■ SOURCE MATERIAL:

- - -

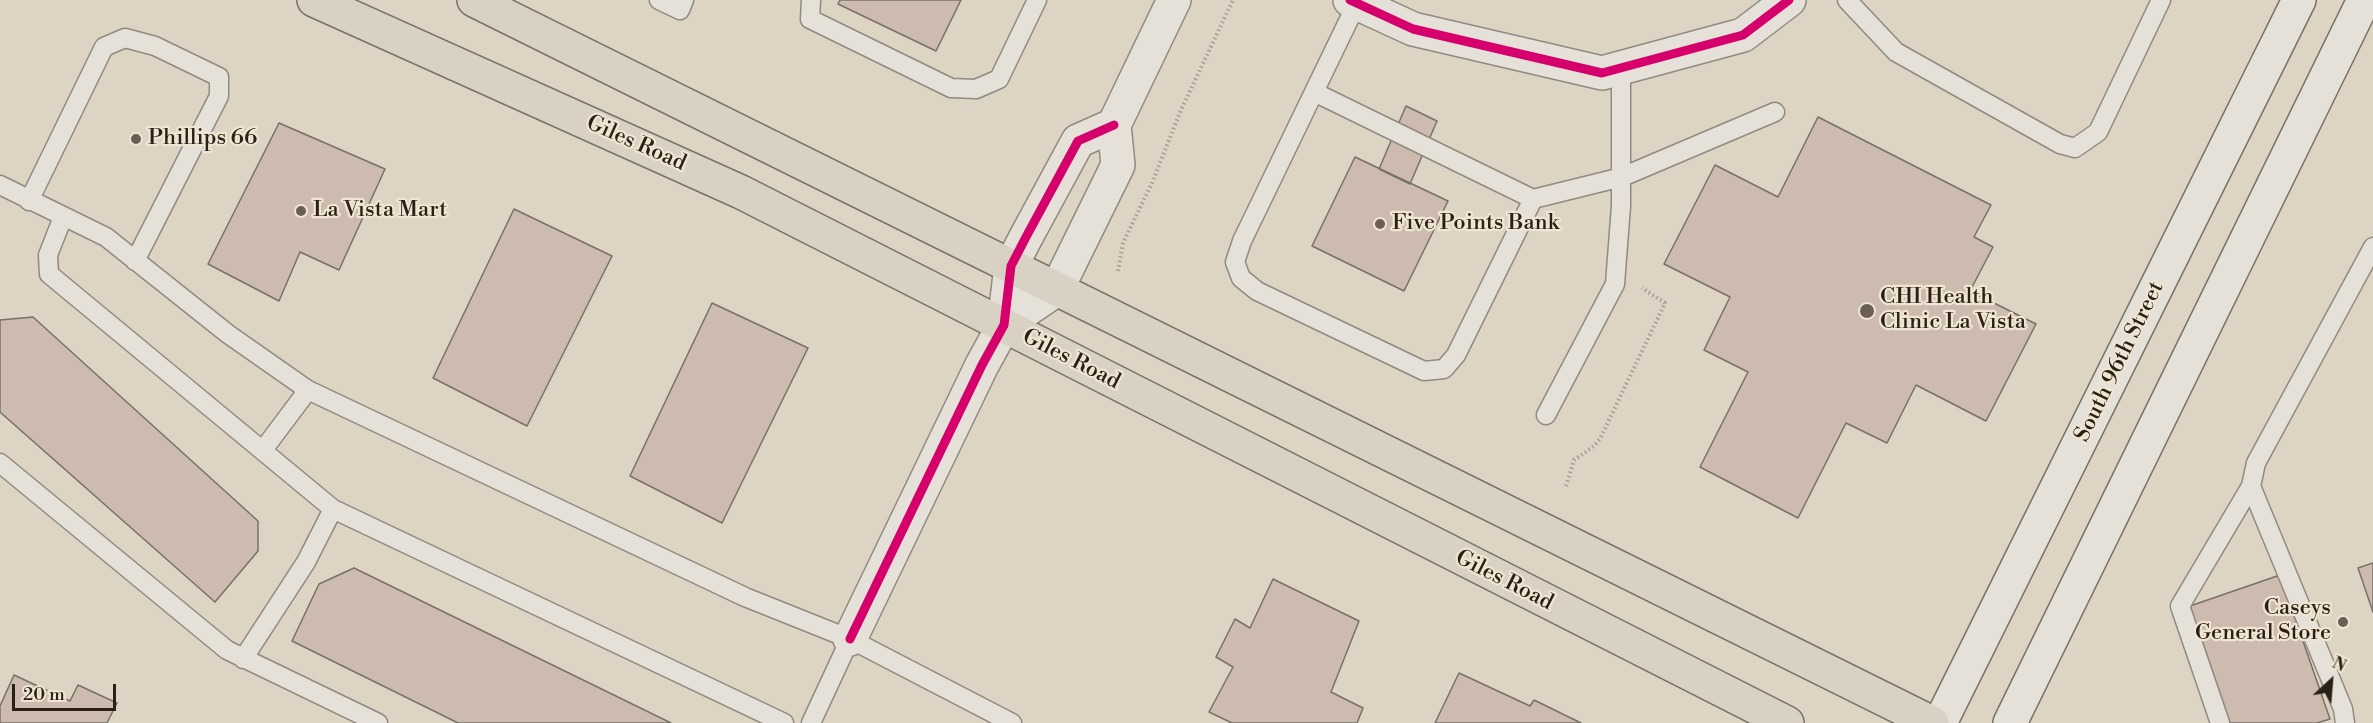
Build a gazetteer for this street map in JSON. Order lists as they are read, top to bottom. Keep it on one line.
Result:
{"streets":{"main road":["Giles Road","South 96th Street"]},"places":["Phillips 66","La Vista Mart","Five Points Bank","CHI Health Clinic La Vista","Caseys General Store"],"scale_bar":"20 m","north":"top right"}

- - -

Drop the pictures and set down the data above exactly.

■ EXERCISE RESULT:
Build a gazetteer for this street map in JSON. Order lists as they are read, top to bottom. Keep it on one line.
Result:
{"streets":{"main road":["Giles Road","South 96th Street"]},"places":["Phillips 66","La Vista Mart","Five Points Bank","CHI Health Clinic La Vista","Caseys General Store"],"scale_bar":"20 m","north":"top right"}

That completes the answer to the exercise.